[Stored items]
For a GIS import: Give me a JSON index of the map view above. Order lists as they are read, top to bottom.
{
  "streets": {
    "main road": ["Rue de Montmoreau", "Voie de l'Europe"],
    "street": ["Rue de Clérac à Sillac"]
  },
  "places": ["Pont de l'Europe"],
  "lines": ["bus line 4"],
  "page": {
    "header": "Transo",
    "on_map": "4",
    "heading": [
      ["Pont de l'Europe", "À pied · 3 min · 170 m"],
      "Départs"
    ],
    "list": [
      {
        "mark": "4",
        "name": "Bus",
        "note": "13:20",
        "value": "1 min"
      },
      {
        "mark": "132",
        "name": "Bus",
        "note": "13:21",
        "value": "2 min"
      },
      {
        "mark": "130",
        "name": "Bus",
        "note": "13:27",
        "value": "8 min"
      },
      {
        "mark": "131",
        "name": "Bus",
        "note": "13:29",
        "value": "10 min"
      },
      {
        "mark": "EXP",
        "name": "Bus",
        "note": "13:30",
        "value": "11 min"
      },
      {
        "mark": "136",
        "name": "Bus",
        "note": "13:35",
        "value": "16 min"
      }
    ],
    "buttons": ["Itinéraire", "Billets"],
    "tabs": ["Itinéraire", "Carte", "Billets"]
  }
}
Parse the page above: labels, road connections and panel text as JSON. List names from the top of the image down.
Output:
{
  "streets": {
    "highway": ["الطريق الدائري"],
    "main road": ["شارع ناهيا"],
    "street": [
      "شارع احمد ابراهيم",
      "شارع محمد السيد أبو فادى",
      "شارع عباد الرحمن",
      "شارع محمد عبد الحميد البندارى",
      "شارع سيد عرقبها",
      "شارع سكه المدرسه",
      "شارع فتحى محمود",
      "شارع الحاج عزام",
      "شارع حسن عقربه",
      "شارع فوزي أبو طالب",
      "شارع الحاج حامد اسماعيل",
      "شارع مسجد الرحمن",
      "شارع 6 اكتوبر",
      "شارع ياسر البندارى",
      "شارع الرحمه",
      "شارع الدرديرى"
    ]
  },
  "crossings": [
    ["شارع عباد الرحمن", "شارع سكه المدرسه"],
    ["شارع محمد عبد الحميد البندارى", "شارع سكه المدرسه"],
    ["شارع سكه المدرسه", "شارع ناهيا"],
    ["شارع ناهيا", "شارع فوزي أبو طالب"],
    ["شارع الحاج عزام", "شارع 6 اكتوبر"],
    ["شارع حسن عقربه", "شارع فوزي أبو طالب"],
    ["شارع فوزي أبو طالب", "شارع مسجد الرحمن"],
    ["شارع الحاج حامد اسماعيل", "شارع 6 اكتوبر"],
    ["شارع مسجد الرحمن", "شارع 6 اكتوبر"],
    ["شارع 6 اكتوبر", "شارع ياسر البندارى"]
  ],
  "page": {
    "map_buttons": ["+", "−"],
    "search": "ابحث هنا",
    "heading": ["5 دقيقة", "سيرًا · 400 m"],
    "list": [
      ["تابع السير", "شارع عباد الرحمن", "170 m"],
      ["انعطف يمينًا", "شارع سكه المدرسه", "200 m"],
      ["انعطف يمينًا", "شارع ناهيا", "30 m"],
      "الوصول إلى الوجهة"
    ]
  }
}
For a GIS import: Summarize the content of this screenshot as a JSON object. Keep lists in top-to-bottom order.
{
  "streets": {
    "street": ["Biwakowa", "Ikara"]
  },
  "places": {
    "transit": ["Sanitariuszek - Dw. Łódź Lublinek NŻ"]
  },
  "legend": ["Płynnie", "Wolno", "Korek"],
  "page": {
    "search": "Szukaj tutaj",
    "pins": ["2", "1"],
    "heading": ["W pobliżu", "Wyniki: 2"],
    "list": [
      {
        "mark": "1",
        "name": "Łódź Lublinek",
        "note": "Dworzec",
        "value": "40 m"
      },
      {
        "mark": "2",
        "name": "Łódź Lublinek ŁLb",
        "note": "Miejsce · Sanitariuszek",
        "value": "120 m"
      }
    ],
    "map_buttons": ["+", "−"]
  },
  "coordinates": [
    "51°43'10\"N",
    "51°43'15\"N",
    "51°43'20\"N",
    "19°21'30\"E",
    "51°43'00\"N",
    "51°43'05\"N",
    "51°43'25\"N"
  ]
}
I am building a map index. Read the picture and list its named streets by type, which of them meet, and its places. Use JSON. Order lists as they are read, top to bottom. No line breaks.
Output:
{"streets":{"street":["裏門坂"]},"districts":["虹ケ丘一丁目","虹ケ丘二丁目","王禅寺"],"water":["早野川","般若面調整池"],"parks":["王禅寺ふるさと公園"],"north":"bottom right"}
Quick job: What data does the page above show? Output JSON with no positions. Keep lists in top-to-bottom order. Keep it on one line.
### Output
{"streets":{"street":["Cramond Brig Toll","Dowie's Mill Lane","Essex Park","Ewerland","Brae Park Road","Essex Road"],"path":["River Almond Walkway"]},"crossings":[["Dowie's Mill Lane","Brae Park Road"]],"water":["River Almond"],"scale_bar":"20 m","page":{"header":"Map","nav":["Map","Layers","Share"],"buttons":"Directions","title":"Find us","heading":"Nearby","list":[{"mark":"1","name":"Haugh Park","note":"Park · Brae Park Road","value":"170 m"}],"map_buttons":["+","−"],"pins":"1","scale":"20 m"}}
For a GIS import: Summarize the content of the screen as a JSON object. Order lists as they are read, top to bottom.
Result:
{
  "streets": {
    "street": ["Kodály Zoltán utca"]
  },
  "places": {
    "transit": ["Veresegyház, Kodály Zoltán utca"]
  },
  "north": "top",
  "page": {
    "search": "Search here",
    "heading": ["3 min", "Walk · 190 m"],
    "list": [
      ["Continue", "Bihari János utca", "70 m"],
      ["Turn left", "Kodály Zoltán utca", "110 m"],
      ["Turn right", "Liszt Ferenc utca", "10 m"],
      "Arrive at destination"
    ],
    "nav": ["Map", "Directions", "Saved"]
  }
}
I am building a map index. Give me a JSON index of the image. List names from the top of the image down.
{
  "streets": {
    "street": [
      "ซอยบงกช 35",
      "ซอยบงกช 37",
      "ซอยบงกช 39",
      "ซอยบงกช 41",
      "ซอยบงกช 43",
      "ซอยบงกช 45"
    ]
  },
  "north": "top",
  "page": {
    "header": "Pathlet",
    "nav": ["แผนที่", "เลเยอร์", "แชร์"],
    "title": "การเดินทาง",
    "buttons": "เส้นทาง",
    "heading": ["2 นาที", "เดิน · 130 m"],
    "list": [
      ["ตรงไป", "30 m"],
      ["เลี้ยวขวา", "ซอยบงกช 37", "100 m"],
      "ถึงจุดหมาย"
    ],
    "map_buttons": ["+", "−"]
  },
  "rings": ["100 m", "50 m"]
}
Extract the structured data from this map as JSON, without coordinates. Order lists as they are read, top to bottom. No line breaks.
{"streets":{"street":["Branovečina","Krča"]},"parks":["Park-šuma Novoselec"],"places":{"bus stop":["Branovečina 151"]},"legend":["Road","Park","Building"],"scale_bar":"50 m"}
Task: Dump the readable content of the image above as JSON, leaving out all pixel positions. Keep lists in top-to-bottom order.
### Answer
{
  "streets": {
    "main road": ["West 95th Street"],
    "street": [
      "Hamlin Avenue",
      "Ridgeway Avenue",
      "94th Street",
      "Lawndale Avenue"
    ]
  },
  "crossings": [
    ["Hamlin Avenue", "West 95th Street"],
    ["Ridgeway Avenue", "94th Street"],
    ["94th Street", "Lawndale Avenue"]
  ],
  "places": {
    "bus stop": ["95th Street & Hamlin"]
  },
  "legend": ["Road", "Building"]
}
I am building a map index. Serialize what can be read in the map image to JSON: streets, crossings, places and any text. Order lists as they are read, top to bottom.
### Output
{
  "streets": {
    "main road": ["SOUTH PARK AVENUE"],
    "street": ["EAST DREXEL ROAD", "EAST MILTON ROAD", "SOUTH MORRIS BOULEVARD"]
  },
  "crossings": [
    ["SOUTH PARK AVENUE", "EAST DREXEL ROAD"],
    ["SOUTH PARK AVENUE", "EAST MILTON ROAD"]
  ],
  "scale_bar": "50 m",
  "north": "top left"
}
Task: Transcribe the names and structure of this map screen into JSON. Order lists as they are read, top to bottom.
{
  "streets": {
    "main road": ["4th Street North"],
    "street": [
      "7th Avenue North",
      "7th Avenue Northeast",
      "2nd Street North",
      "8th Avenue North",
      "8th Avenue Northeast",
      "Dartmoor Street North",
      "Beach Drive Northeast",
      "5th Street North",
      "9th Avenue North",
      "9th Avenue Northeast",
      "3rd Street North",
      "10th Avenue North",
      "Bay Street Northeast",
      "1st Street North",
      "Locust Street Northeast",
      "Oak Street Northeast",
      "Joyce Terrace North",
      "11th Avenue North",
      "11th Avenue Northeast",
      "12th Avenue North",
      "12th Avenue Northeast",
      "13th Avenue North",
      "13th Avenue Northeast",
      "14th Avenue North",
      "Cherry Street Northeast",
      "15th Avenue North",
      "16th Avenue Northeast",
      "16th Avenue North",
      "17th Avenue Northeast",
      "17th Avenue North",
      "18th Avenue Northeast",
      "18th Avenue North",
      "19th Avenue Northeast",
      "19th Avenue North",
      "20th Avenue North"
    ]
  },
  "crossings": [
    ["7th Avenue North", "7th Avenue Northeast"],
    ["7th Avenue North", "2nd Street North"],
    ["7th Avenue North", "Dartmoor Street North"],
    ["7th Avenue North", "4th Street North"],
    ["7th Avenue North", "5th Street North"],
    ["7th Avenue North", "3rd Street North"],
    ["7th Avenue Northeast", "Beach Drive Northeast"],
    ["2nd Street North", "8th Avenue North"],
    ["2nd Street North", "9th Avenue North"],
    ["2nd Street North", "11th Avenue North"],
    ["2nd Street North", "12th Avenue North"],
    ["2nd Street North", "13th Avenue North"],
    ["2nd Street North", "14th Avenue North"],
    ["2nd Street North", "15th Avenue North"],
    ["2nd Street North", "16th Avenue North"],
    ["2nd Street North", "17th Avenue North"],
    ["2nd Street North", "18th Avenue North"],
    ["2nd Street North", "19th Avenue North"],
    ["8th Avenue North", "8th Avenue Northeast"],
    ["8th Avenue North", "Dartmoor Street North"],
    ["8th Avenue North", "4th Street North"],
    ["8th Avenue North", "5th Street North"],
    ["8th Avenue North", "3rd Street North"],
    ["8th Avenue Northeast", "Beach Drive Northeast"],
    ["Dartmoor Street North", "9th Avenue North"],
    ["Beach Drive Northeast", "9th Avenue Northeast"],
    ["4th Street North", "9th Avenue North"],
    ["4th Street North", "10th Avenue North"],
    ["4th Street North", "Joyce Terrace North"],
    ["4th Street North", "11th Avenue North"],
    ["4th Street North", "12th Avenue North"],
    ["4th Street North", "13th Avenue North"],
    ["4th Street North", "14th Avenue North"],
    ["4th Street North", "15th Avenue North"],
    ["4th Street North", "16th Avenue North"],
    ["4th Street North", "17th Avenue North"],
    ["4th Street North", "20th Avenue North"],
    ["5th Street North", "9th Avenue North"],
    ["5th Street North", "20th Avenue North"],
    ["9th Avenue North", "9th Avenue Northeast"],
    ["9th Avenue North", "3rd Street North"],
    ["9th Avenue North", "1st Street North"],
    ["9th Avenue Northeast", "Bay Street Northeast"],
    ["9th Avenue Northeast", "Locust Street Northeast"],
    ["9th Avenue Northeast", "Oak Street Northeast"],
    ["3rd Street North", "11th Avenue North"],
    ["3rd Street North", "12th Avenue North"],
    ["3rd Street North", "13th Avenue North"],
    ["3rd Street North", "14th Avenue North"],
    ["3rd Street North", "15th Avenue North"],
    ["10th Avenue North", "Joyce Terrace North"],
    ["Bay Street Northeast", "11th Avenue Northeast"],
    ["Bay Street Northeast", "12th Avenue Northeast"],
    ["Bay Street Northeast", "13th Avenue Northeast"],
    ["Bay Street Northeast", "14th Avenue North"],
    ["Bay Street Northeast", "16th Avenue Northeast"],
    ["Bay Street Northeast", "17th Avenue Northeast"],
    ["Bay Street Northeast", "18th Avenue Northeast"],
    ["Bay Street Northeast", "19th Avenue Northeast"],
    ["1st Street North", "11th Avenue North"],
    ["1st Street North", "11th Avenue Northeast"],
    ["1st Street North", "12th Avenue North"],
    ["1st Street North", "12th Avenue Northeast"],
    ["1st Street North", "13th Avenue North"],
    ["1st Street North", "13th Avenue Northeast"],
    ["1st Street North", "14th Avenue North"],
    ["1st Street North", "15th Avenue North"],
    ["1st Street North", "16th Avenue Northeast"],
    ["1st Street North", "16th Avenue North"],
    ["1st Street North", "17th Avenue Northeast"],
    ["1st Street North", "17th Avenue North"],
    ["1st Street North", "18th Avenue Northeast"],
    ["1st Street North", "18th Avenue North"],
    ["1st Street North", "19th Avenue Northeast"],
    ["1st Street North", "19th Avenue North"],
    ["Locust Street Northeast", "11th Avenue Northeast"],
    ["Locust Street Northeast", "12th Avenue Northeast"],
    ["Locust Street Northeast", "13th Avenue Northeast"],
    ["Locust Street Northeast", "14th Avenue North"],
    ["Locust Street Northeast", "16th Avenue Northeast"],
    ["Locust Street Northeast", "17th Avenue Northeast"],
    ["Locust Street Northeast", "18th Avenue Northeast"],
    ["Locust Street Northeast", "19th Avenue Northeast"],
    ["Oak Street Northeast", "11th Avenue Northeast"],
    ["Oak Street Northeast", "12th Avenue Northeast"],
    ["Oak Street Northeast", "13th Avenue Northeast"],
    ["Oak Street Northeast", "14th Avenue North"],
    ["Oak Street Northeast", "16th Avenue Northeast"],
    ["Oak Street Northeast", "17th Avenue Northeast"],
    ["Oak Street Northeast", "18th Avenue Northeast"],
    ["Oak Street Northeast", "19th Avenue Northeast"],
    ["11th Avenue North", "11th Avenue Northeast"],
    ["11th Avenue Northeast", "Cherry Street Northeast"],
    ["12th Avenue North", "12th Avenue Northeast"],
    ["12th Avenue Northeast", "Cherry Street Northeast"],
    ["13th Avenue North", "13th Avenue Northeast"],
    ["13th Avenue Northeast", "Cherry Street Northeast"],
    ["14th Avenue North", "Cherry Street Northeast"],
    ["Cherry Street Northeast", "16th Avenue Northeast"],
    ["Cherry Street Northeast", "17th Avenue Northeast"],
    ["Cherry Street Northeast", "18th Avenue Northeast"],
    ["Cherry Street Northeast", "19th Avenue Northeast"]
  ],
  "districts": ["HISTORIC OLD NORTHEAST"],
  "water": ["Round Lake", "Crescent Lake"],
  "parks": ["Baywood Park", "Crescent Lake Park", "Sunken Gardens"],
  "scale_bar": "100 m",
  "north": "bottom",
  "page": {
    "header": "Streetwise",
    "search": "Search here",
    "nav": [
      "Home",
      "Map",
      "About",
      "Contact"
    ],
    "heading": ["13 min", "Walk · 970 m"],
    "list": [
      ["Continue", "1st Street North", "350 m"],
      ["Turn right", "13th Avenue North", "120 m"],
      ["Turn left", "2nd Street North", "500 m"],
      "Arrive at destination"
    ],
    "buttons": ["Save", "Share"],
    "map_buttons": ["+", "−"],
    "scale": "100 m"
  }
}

**TASK BRIEF**
Take the lines above from the one containing "I am building a map index. Read" to the one containing "For a GIS import: Summarize the content of the" and retype them exactly, both ends included, with nothing added.

**COMPLETED EXERCISE**
I am building a map index. Read the picture and list its named streets by type, which of them meet, and its places. Use JSON. Order lists as they are read, top to bottom. No line breaks.
Output:
{"streets":{"street":["裏門坂"]},"districts":["虹ケ丘一丁目","虹ケ丘二丁目","王禅寺"],"water":["早野川","般若面調整池"],"parks":["王禅寺ふるさと公園"],"north":"bottom right"}
Quick job: What data does the page above show? Output JSON with no positions. Keep lists in top-to-bottom order. Keep it on one line.
### Output
{"streets":{"street":["Cramond Brig Toll","Dowie's Mill Lane","Essex Park","Ewerland","Brae Park Road","Essex Road"],"path":["River Almond Walkway"]},"crossings":[["Dowie's Mill Lane","Brae Park Road"]],"water":["River Almond"],"scale_bar":"20 m","page":{"header":"Map","nav":["Map","Layers","Share"],"buttons":"Directions","title":"Find us","heading":"Nearby","list":[{"mark":"1","name":"Haugh Park","note":"Park · Brae Park Road","value":"170 m"}],"map_buttons":["+","−"],"pins":"1","scale":"20 m"}}
For a GIS import: Summarize the content of the screen as a JSON object. Order lists as they are read, top to bottom.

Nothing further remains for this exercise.